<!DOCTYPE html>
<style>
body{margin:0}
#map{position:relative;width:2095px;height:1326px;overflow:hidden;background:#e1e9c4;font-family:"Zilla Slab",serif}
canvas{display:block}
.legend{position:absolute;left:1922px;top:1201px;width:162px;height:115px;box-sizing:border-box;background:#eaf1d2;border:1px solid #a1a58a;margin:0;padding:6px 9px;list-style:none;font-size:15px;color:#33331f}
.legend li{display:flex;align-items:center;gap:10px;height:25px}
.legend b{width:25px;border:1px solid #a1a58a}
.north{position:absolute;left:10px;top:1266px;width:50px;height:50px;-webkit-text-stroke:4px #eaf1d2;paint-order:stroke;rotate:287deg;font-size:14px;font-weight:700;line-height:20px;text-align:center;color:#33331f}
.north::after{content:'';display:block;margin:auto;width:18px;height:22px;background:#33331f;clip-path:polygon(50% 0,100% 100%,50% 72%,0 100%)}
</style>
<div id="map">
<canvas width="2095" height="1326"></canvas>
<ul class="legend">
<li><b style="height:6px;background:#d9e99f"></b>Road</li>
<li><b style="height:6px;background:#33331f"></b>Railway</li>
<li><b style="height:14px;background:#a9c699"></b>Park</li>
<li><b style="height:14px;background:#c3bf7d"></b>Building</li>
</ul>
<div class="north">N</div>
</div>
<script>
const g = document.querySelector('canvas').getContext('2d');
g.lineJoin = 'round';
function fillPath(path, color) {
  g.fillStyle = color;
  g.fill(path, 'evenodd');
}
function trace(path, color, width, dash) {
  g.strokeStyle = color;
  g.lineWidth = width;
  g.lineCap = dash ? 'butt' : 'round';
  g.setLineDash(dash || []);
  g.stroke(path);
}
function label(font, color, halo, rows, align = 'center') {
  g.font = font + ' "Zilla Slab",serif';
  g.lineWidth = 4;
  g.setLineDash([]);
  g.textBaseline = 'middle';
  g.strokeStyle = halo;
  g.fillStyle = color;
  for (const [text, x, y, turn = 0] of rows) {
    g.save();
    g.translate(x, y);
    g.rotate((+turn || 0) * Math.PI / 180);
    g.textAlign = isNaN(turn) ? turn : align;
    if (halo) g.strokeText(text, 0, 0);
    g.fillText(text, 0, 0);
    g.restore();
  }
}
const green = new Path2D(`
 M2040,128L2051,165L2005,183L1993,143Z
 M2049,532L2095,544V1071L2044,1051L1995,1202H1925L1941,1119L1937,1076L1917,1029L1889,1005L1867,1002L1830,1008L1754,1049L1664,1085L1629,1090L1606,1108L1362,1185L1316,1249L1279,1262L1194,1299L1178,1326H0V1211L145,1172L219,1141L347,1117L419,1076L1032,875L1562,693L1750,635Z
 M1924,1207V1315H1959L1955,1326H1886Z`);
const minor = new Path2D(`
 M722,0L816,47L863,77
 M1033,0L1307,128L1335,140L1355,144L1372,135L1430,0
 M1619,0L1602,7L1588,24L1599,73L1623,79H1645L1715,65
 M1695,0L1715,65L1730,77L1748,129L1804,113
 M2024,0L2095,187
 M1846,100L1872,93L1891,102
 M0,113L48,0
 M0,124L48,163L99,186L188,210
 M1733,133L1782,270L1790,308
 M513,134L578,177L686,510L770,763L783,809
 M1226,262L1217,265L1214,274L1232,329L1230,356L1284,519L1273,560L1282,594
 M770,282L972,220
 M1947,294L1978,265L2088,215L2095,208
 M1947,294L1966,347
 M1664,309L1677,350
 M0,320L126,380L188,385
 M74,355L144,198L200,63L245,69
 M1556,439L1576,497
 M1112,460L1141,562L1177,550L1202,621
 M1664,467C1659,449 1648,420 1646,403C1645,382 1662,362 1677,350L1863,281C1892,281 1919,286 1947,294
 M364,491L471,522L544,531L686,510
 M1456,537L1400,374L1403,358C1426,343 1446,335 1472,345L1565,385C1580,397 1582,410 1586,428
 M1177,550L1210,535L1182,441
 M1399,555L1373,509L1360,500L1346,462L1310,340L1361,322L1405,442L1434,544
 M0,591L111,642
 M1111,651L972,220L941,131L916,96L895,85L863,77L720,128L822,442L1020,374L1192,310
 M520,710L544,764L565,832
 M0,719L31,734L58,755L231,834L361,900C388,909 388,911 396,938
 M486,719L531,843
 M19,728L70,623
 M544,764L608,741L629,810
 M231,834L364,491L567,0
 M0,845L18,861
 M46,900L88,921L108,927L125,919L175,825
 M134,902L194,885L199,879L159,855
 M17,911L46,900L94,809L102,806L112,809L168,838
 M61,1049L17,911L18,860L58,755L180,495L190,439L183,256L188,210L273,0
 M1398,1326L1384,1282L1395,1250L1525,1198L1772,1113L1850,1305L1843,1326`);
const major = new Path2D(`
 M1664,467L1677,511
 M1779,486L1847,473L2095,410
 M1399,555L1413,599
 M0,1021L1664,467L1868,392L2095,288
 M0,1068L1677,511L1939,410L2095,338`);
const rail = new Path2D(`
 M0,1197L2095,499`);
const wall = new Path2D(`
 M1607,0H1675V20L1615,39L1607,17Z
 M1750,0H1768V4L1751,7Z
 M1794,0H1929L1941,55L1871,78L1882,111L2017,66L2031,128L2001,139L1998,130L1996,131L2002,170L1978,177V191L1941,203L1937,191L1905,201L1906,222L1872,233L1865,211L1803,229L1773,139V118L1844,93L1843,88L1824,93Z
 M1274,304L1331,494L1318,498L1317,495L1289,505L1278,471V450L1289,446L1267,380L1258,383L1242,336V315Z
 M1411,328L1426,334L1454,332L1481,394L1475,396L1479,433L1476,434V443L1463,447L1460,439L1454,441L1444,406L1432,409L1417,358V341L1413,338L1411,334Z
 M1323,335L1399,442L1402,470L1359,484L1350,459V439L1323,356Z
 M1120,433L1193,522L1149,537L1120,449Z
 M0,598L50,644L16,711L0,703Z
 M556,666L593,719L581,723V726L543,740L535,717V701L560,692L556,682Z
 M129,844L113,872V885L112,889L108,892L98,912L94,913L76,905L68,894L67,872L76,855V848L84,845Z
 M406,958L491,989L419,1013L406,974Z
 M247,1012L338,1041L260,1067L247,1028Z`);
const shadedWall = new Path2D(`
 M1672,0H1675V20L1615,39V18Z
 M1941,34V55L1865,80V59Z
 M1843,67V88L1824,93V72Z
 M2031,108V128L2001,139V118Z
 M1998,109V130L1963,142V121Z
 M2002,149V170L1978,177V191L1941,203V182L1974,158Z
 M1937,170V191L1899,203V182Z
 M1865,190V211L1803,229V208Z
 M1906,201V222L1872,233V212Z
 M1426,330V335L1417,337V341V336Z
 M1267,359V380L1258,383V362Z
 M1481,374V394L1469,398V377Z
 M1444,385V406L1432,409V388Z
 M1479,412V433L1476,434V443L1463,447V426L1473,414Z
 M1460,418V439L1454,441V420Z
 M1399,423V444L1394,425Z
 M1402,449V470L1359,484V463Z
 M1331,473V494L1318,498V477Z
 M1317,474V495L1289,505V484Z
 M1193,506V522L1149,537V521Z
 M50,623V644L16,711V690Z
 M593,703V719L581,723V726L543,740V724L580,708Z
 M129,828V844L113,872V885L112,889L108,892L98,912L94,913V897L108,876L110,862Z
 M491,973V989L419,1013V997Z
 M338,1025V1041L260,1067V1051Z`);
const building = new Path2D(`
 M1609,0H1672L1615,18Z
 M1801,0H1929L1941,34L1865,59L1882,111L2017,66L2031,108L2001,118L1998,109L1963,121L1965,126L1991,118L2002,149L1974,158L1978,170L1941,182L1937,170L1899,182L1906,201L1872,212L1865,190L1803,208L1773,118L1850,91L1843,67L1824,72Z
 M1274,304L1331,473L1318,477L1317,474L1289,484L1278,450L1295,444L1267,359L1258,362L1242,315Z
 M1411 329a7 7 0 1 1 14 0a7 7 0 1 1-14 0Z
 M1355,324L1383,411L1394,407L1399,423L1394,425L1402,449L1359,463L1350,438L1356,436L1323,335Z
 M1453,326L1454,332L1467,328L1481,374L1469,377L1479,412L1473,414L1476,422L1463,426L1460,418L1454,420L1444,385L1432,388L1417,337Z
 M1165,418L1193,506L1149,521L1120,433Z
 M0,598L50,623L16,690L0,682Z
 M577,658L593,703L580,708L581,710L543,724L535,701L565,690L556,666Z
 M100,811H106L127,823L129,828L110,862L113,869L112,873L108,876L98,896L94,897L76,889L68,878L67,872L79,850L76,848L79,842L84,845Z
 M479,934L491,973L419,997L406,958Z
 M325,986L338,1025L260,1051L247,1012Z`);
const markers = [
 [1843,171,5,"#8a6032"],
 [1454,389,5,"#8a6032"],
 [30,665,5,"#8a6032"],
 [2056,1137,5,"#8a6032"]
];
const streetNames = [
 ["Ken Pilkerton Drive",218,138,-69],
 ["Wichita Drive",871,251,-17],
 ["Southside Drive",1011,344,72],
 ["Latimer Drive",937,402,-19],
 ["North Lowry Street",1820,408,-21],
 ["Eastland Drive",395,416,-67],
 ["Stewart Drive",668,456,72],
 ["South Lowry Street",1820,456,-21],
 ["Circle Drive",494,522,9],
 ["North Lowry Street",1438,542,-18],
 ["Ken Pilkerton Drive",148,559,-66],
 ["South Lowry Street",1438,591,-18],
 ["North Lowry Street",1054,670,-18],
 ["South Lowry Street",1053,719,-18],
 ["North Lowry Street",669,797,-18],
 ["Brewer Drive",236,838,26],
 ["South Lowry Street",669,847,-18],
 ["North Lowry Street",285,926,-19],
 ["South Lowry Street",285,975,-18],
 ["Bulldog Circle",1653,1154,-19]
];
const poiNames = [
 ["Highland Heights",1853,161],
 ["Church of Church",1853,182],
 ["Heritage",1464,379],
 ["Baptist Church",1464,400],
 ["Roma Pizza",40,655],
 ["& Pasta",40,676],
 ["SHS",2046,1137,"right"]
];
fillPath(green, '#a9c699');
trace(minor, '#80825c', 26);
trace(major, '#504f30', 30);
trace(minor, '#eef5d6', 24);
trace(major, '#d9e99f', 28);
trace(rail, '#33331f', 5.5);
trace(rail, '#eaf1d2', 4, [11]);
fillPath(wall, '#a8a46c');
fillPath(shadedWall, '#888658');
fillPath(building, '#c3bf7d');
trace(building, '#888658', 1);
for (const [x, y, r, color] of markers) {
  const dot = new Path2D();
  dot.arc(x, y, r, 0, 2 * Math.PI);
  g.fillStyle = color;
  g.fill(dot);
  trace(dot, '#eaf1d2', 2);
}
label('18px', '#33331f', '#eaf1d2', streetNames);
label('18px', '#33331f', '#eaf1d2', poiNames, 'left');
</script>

Task objective — Wherever the string "rows" is found in the entries, copy the line it sits in.

Answer for this exercise —
function label(font, color, halo, rows, align = 'center') {
  for (const [text, x, y, turn = 0] of rows) {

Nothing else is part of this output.